BEGIN DATASET RECORDS

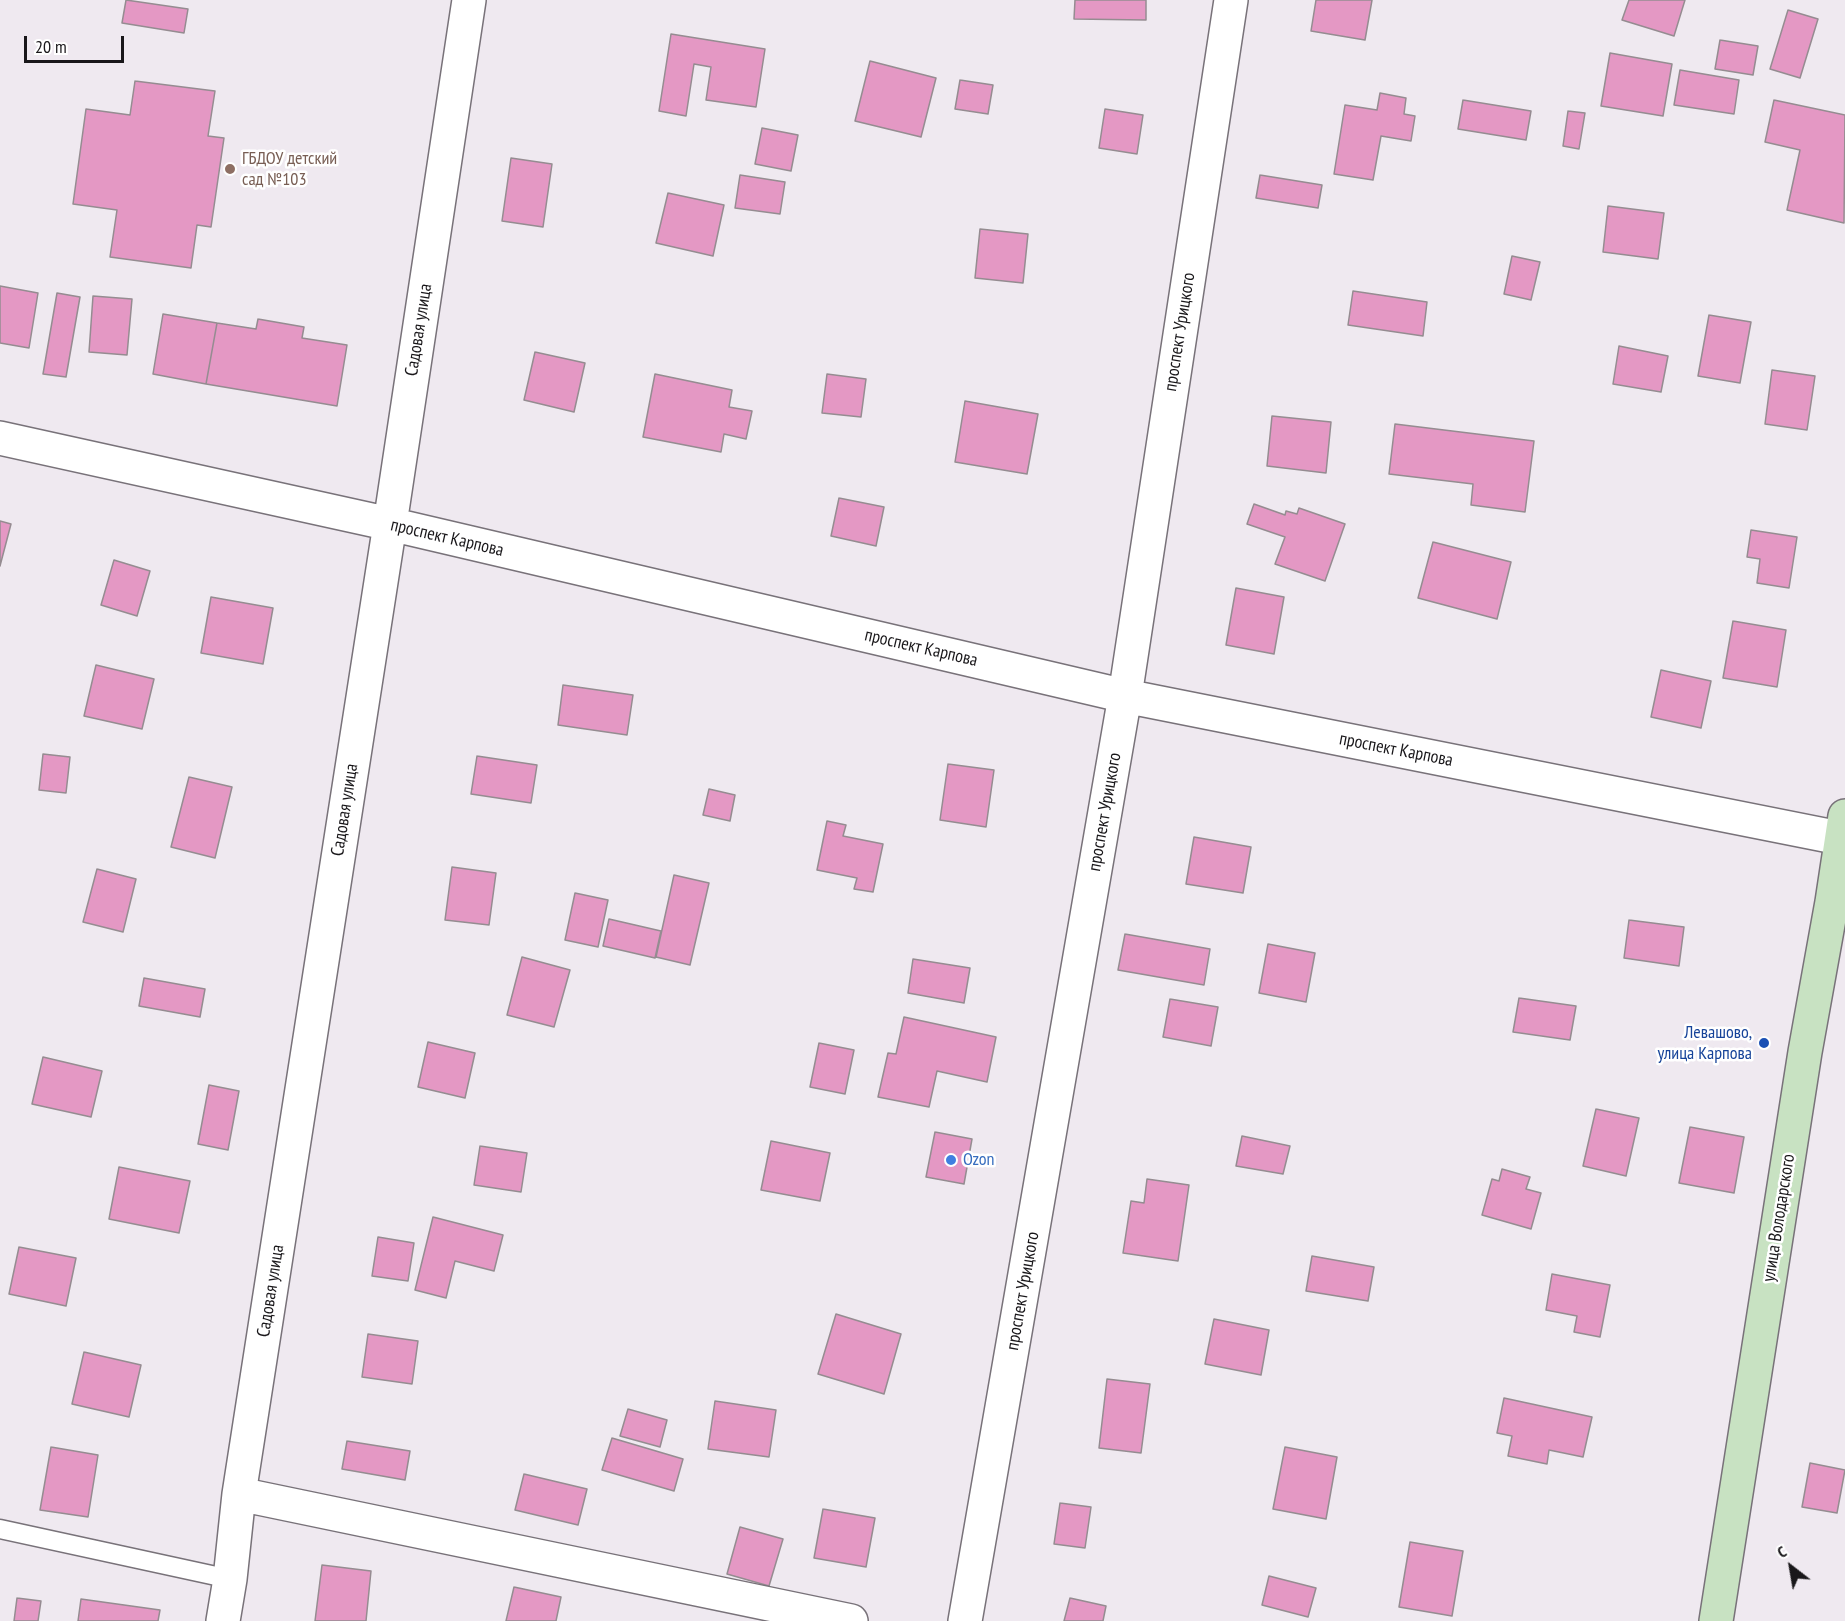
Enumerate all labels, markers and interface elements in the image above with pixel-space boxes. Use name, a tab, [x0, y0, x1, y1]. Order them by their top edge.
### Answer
scale bar	[27, 24, 128, 62]
text: 20 m	[35, 35, 67, 58]
place label: ГБДОУ детский сад №103	[242, 148, 337, 190]
marker: ГБДОУ детский сад №103	[223, 162, 237, 176]
street label: проспект Урицкого	[1160, 271, 1200, 393]
street label: Садовая улица	[401, 282, 437, 378]
street label: проспект Карпова	[388, 515, 506, 561]
street label: проспект Карпова	[862, 625, 980, 671]
street label: проспект Карпова	[1337, 728, 1455, 772]
street label: проспект Урицкого	[1084, 751, 1126, 873]
street label: Садовая улица	[327, 762, 363, 858]
place label: Левашово, улица Карпова	[1657, 1022, 1752, 1064]
marker: Левашово, улица Карпова	[1757, 1036, 1771, 1050]
place label: Ozon	[963, 1149, 995, 1171]
marker: Ozon	[944, 1153, 958, 1167]
street label: улица Володарского	[1758, 1153, 1800, 1283]
street label: проспект Урицкого	[1002, 1230, 1044, 1352]
street label: Садовая улица	[253, 1243, 289, 1339]
north arrow	[1761, 1537, 1821, 1597]
text: С	[1773, 1541, 1790, 1562]

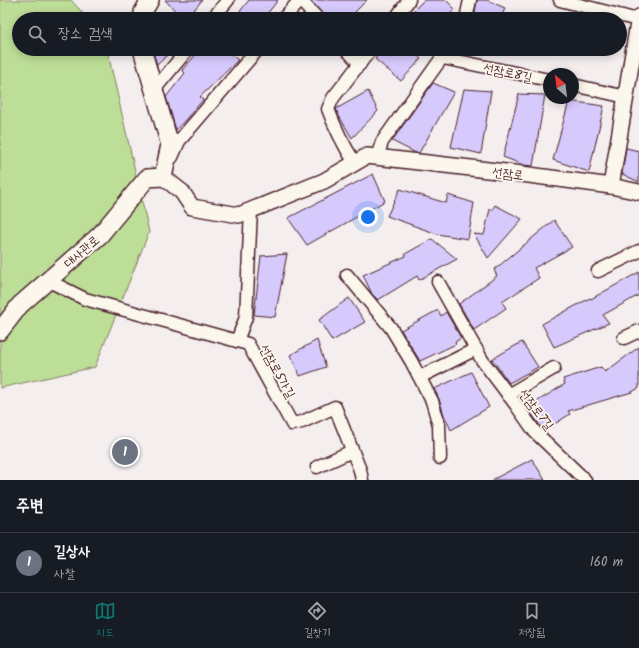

END DATASET RECORDS

EXERCISE ▸
Output every entry verbatim but skip the pictures.

TASK SOLUTION ▸
Enumerate all labels, markers and interface elements in the image above with pixel-space boxes. Use name, a tab, [x0, y0, x1, y1]. Order them by their top edge.
### Answer
scale bar	[27, 24, 128, 62]
text: 20 m	[35, 35, 67, 58]
place label: ГБДОУ детский сад №103	[242, 148, 337, 190]
marker: ГБДОУ детский сад №103	[223, 162, 237, 176]
street label: проспект Урицкого	[1160, 271, 1200, 393]
street label: Садовая улица	[401, 282, 437, 378]
street label: проспект Карпова	[388, 515, 506, 561]
street label: проспект Карпова	[862, 625, 980, 671]
street label: проспект Карпова	[1337, 728, 1455, 772]
street label: проспект Урицкого	[1084, 751, 1126, 873]
street label: Садовая улица	[327, 762, 363, 858]
place label: Левашово, улица Карпова	[1657, 1022, 1752, 1064]
marker: Левашово, улица Карпова	[1757, 1036, 1771, 1050]
place label: Ozon	[963, 1149, 995, 1171]
marker: Ozon	[944, 1153, 958, 1167]
street label: улица Володарского	[1758, 1153, 1800, 1283]
street label: проспект Урицкого	[1002, 1230, 1044, 1352]
street label: Садовая улица	[253, 1243, 289, 1339]
north arrow	[1761, 1537, 1821, 1597]
text: С	[1773, 1541, 1790, 1562]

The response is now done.